Two-dimensional displacement discontinuity method for transversely isotropic materials

• Analysis of deformation of elastic body from force dipoles revisits and is explained in details.
• Relationships between force dipoles and displacement discontinuities are established.
• Displacement discontinuity method is outlined for transversely isotropic materials.
• Influence coefficients for one group of materials, missed in literature.
• The analysis is validated with analytical solution and finite element method.

This paper presents the fundamental solution for a two-dimensional displacement discontinuity method (DDM) for transversely isotropic elastic materials. We follow the procedures shown in the literature, in which there are some typographic errors and a lack of proper explanations for some expressions.
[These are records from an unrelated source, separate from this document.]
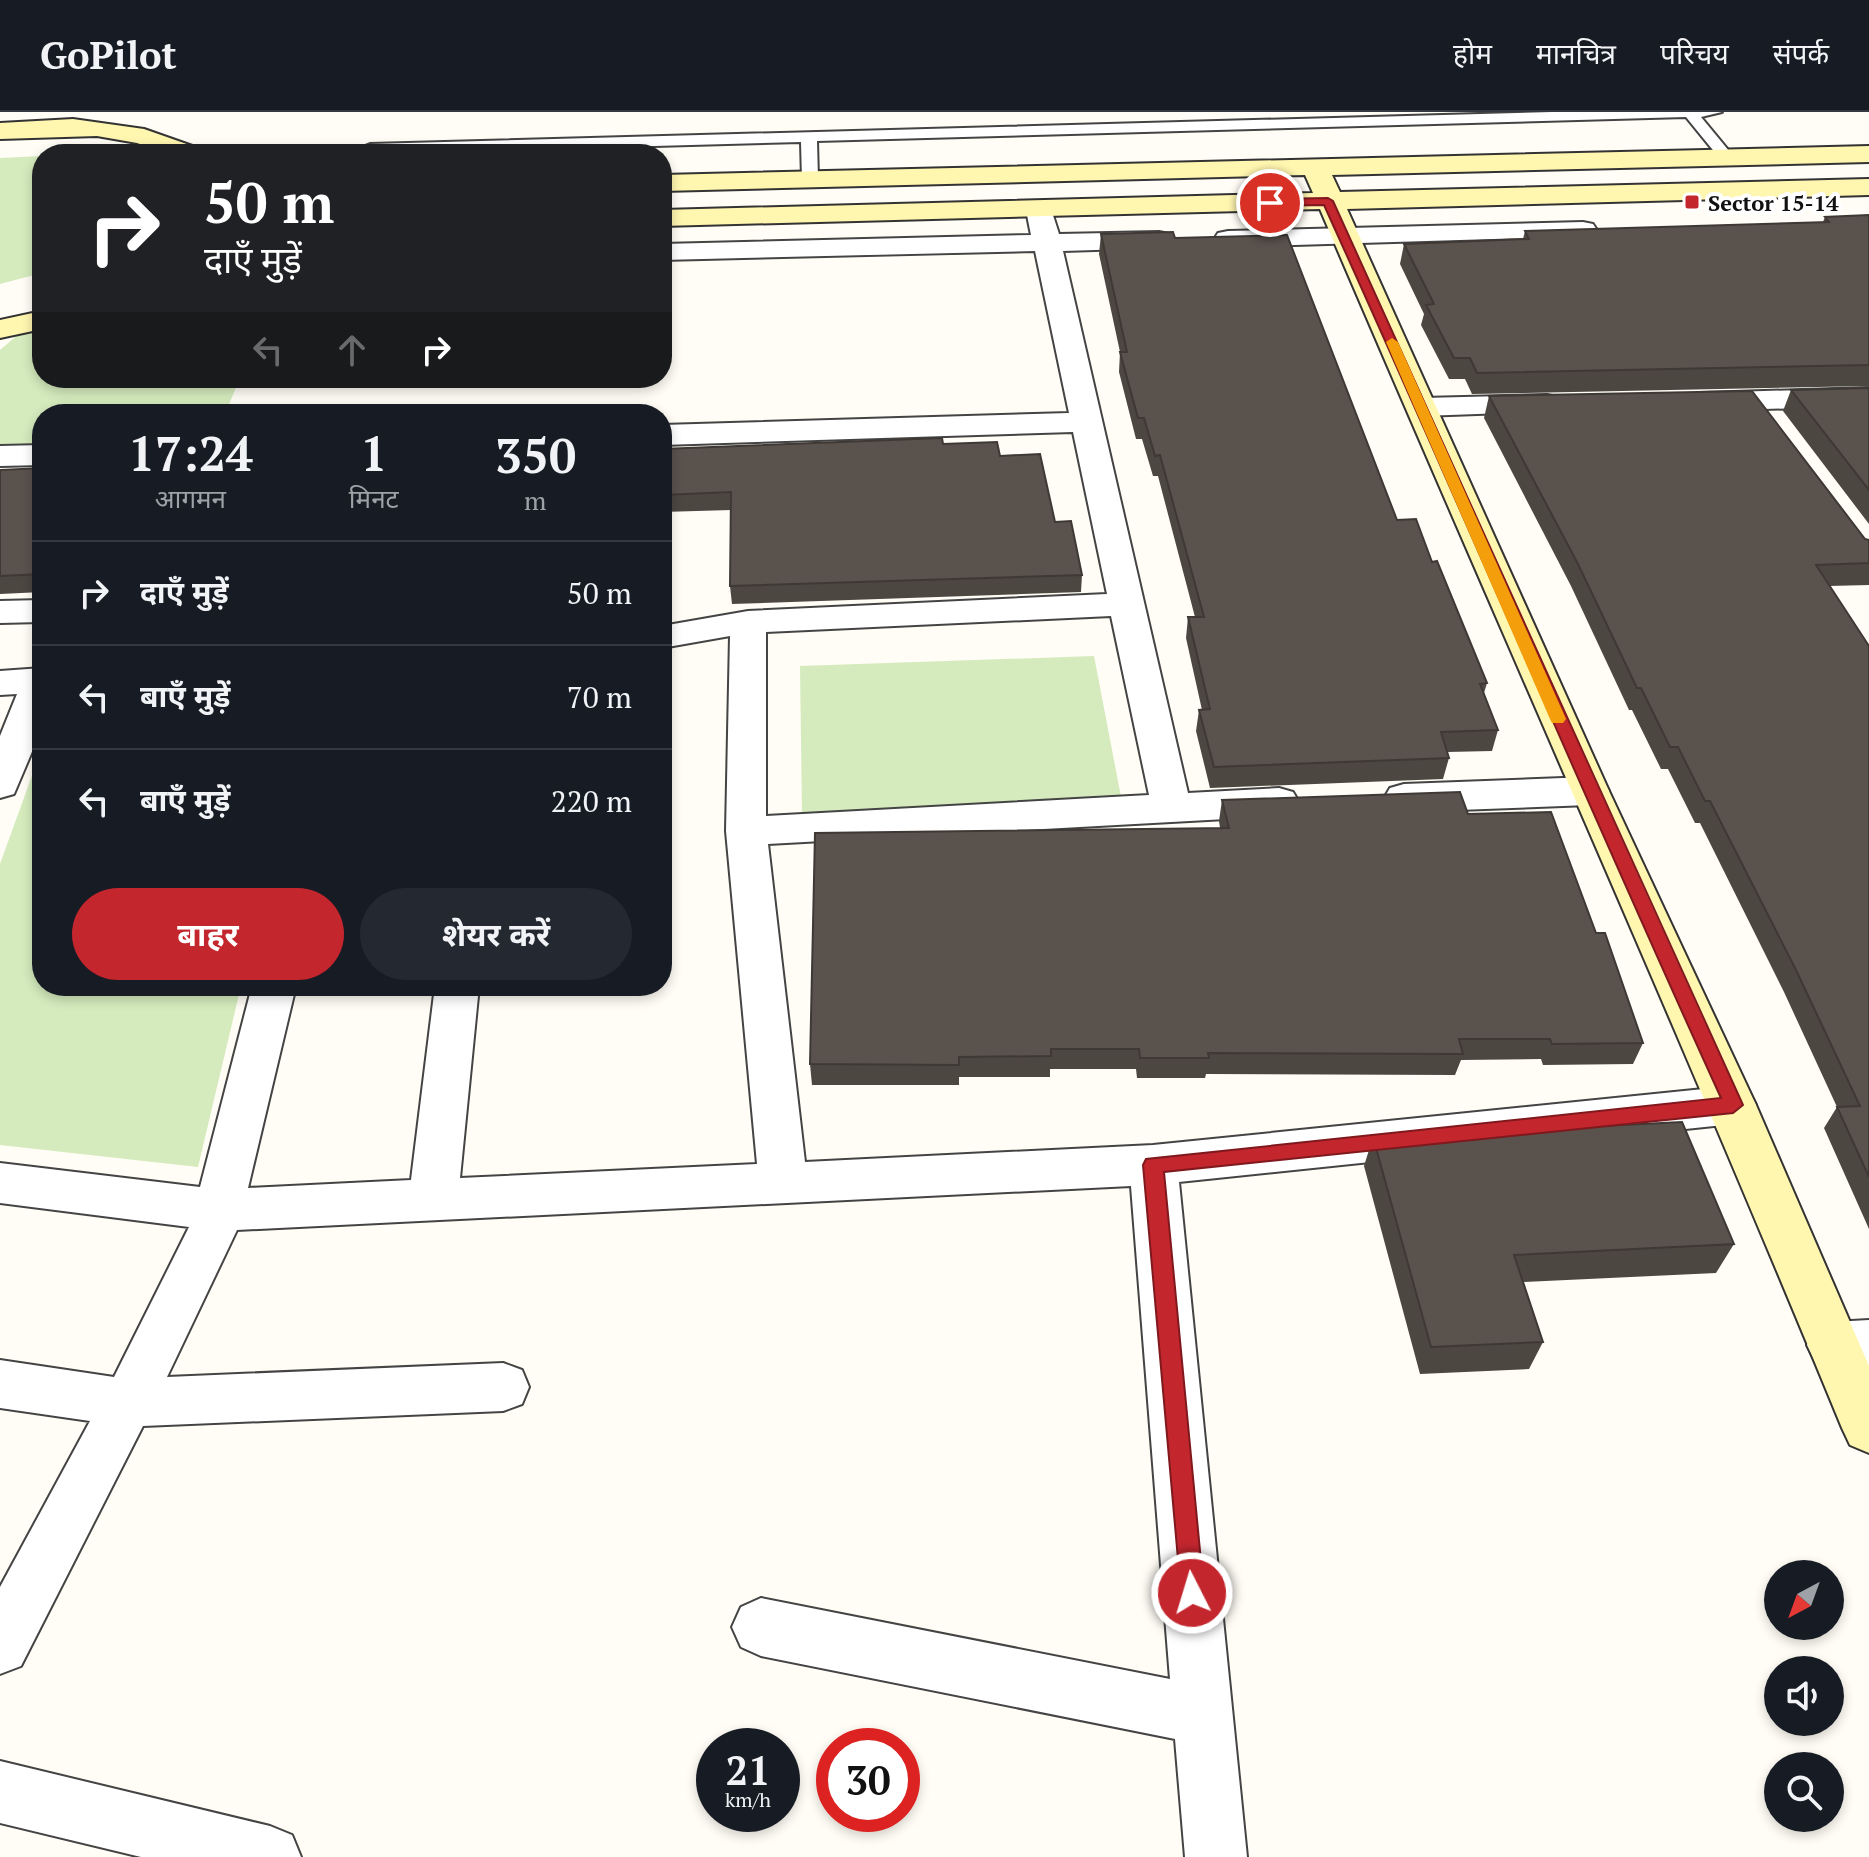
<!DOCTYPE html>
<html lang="hi">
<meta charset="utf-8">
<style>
body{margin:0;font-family:"PT Serif","Noto Sans Devanagari",serif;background:#242831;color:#f1f3f6;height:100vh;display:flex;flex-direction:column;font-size:30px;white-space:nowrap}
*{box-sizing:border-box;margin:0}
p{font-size:26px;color:#9ea1a6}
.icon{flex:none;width:44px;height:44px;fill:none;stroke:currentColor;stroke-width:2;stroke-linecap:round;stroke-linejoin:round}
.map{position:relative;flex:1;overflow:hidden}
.drawer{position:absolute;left:32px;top:292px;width:640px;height:592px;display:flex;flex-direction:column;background:#171b24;border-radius:32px;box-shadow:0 4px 12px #0003}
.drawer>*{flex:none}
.top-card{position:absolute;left:32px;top:32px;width:640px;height:244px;border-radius:32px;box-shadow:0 4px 12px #0003;background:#202124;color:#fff;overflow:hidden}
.needle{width:52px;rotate:221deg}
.fabs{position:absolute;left:1764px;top:1448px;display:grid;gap:16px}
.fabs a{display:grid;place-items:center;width:80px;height:80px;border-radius:50%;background:#171b24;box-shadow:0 4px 12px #0003;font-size:40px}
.speed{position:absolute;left:696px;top:1616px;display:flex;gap:16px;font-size:40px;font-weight:700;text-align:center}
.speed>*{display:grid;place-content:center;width:104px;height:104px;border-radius:50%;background:#171b24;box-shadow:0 4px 12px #0003;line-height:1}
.speed small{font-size:20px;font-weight:400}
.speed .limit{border:12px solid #d22;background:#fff;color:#111}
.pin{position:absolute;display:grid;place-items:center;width:68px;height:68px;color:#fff;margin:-34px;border:4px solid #fff;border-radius:50%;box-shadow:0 2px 8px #0007}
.me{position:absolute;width:88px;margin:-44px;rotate:355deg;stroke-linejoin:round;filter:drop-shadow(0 0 6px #0008)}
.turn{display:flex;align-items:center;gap:28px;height:168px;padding:0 40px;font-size:36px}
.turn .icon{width:104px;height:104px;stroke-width:2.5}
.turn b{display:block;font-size:56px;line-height:68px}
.lanes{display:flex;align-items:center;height:76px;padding:0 40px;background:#0003;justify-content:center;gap:40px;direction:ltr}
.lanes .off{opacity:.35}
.eta{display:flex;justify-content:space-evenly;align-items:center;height:136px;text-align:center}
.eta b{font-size:48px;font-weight:700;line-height:56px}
.button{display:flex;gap:16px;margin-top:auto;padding:16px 40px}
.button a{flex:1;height:92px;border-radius:48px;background:#c4262e;color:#fff;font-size:32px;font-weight:700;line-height:92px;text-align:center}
.button a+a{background:#242831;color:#f1f3f6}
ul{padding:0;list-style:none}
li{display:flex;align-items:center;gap:24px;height:104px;padding:0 40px;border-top:2px solid #363941}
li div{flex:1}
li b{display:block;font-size:30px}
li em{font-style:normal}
header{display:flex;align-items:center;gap:48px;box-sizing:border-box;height:112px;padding:0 40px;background:#171b24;border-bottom:2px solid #363941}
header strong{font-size:38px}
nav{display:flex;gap:44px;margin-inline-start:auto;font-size:28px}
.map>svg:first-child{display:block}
.green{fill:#d5ebbd}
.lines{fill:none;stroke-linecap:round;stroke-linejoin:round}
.lane-casing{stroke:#444;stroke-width:4}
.street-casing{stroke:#444;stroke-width:4}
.secondary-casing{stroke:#333;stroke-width:4}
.lane{fill:#fff;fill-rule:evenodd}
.street{fill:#fff;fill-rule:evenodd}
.secondary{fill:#fff6b0;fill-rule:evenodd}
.wall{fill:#4d4742}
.building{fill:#5a524d;stroke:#3f3936;stroke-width:2}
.route{fill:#c4262e;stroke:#7f191e;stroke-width:2}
.slow{fill:#f59e0b}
.poi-dot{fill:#c4262e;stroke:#fff;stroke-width:3}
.labels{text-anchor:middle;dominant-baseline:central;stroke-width:8;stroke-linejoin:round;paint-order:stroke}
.far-poi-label{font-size:22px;font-weight:bold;fill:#111;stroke:#fff;text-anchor:start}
</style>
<header>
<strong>GoPilot</strong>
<nav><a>होम</a><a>मानचित्र</a><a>परिचय</a><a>संपर्क</a></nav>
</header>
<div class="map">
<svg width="1869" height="1745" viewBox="0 0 1869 1745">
<rect width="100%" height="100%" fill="#fffdf5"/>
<!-- green -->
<path class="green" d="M42,44V161L0,172V46Z
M42,213V266H240L225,302H42V332L0,333V238L20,221Z
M1094,544L1122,690L802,703L800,554Z
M42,636V874H241L198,1055L0,1033V752Z"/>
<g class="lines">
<!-- lane casing -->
<g class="lane-casing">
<path id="lane" d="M1552,0H1722L1701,5L1734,45L1721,48L1686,5L817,29L818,67L810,72L802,67L801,30L361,42L365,34L370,32Z"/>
</g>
<!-- street casing -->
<g class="street-casing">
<path id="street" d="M1041,95L1051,97L1059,122L1159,120L1169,122L1173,128L1169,134L1159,136L1063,139L1188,681L1279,676L1293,680L1299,690L1293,700L1279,704L768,732L805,1050L1153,1033L1733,974L1749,980L1756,993L1749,1006L1733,1012L1179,1070L1247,1745H1185L1175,1627L761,1544L741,1535L732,1515L741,1495L761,1486L1170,1567L1131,1074L237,1118L167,1265L503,1251L522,1258L529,1275L522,1292L503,1299L143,1314L21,1554L0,1562V1475L90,1309L0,1296V1248L114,1265L189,1115L0,1091V1051L200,1075L252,874H296L248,1076L411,1068L435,874H479L460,1066L757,1052L726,719L730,524L662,536V514L748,499L1107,482L1073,320L662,333V313L1069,301L1035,139L662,148V132L1031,123L1027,103L1031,97ZM1111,504L1149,683L766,704V520Z
M1583,110L1593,112L1597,118L1593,124L1228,135L1218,133L1214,127L1218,121L1228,119Z
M1869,276V294L1699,299L1688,297L1683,290L1688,283L1699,281Z
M1547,283L1558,285L1563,292L1558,299L1422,304L1411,302L1406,295L1411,288L1422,286Z
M42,333V353L0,354V334Z
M42,488V510L0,511V489Z
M42,556V616L14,682L0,686V624L17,582L0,583V559Z
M1589,665L1603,669L1609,679L1603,689L1589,693L1404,700L1390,696L1384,686L1390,676L1404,672Z
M1869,1208V1254L1833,1256L1815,1249L1807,1233L1815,1217L1833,1210Z
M0,1649L270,1714L292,1723L301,1745H141L0,1711Z"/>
</g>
<!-- secondary casing -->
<g class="secondary-casing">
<path id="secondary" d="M73,7L144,17L198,36L202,42H167L137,31L97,24L0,27V11Z
M1869,34V50L1332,63L1340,80L1869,67V83L1347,97L1609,679L1756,993L1869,1254V1341L1850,1333L1842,1316C1674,907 1494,504 1320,97L662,114V98L1313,81L1305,63L662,79V63Z
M42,199V217L0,226V208Z"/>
</g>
<!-- lane -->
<use href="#lane" class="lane"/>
<!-- street -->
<use href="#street" class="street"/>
<!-- secondary -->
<use href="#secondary" class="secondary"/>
</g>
<!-- wall -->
<path class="wall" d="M1869,103V274L1472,282L1465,267H1449L1421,213L1424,202L1400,152L1404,132L1523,127L1525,119L1823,110L1825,105Z
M1101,122L1175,126L1397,408L1432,450L1487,571L1484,581L1498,618L1492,639L1447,640L1449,646L1443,667L1210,676L1196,619L1199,598H1202L1186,526L1188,505H1195L1158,364H1153L1142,327H1136L1119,260L1120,240L1099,142Z
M1869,276V412L1783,299L1791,278Z
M1489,284L1869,428V473L1829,474L1869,534V1117L1824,1016L1837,995L1784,880L1700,711H1695L1668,657H1661L1632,598H1629L1571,474L1484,306Z
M943,332L1000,344L1055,410L1082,463L1081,480L732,492L730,474L731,398L662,400V337Z
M42,356V480L0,482V358Z
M1222,688L1468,702L1596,821L1643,931L1633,952L1543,953L1541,947L1461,948L1455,963L1206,962L1205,966H1137L1136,957H1050V965H959V973H812L810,952L1220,716L1219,709Z
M1373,1025L1734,1132L1716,1161L1523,1170L1543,1230L1529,1257L1420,1262L1364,1054Z"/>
<!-- building -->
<path class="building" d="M1869,103V253L1477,261L1470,246H1454L1426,193L1434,192L1404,132L1529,127L1525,119L1829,110L1825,105Z
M1173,120L1175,126L1287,123L1397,408L1416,407L1432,450L1437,449L1487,571L1480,572L1498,618L1441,620L1449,646L1214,655L1199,598L1210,597L1188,505H1204L1160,343L1155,344L1144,306H1138L1120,240H1127L1101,122Z
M1869,276V378L1791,278Z
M1752,279L1865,427L1869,428V451L1816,453L1869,534V1065L1837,995L1860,994L1796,858L1710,689H1705L1678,635H1670L1641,576H1637L1578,452L1489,284Z
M942,326L943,332L997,330L1000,344L1040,342L1055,410L1071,409L1082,463L730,474L731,380L662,383V337Z
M42,356V462L0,464V358Z
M1460,680L1468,702L1551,700L1596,821H1605L1643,931L1552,932L1550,927H1459L1463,942L1208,941L1209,946H1140L1139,937H1051V944L959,945V953L810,952L815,721L1229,716L1222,688Z
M1682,1010L1734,1132L1514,1143L1543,1230L1431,1235L1373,1025Z"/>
<!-- route -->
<path class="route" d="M1328,86L1333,89C1472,389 1604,693 1743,993L1733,1001L1164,1060L1204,1481L1201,1489L1192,1493L1184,1489L1181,1481L1143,1053L1146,1047L1721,986C1586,690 1459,390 1324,93L1270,94L1265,91L1270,87Z"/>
<!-- slow -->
<path class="slow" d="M1392,226L1398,230L1566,607L1563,611H1552L1550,607L1386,230Z"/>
<!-- markers -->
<rect class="poi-dot" x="1684" y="82" width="16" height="16" rx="4"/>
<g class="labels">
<!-- far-poi labels -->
<g class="far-poi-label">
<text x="1708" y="90">Sector 15-14</text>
</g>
</g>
</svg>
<div class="fabs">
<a><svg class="needle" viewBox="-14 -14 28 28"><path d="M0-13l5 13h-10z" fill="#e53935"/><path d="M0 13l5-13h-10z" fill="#9ea1a6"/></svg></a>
<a><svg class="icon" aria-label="sound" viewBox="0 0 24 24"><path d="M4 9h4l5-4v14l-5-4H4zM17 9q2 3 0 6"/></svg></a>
<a><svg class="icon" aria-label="search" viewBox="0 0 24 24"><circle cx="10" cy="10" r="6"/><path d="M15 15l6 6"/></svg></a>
</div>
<div class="speed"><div>21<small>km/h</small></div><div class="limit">30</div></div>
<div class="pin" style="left:1270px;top:91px;background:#d93025"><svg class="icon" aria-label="arrive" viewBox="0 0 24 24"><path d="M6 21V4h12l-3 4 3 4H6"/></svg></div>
<svg class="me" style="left:1192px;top:1481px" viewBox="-20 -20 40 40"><circle r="17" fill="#c4262e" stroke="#fff" stroke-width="3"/><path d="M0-11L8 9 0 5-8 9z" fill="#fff"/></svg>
<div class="top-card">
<div class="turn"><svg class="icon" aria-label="right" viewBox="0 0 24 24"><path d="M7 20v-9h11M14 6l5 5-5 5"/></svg><div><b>50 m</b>दाएँ मुड़ें</div></div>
<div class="lanes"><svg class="icon off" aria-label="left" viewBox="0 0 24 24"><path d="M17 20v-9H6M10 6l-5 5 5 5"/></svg><svg class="icon off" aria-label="ahead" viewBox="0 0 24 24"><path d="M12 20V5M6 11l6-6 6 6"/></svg><svg class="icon" aria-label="right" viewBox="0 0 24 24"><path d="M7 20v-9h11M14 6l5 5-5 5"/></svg></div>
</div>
<section class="drawer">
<div class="eta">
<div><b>17:24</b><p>आगमन</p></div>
<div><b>1</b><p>मिनट</p></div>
<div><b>350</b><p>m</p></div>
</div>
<ul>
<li><svg class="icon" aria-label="right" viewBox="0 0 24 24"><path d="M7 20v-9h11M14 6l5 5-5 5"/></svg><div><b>दाएँ मुड़ें</b></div><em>50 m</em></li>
<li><svg class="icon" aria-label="left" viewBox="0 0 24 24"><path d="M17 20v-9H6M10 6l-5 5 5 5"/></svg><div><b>बाएँ मुड़ें</b></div><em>70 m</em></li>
<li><svg class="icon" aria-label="left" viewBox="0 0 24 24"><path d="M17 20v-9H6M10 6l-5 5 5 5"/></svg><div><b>बाएँ मुड़ें</b></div><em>220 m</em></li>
</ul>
<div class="button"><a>बाहर</a><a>शेयर करें</a></div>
</section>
</div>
Based on the fundamental solution of deformation due to a single point force in transversely isotropic materials, the formulation for deformation from force dipoles has been revisited. Generalised Hooke's Law is used to establish the relationship between dipole strengths and displacement discontinuities, which leads to the fundamental formulation of DDM for transversely isotropic materials. We present the full details of derivation and corrections to some expressions which have previously been presented with errors. In addition, we present the fundamental solution expressions for DDM for one situation which was not included in the literature. The fundamental solutions are implemented in an existing DDM code, FRACOD, and the method is verified by some examples with an analytic solution and finite element method. Furthermore an engineering application is simulated with the scheme.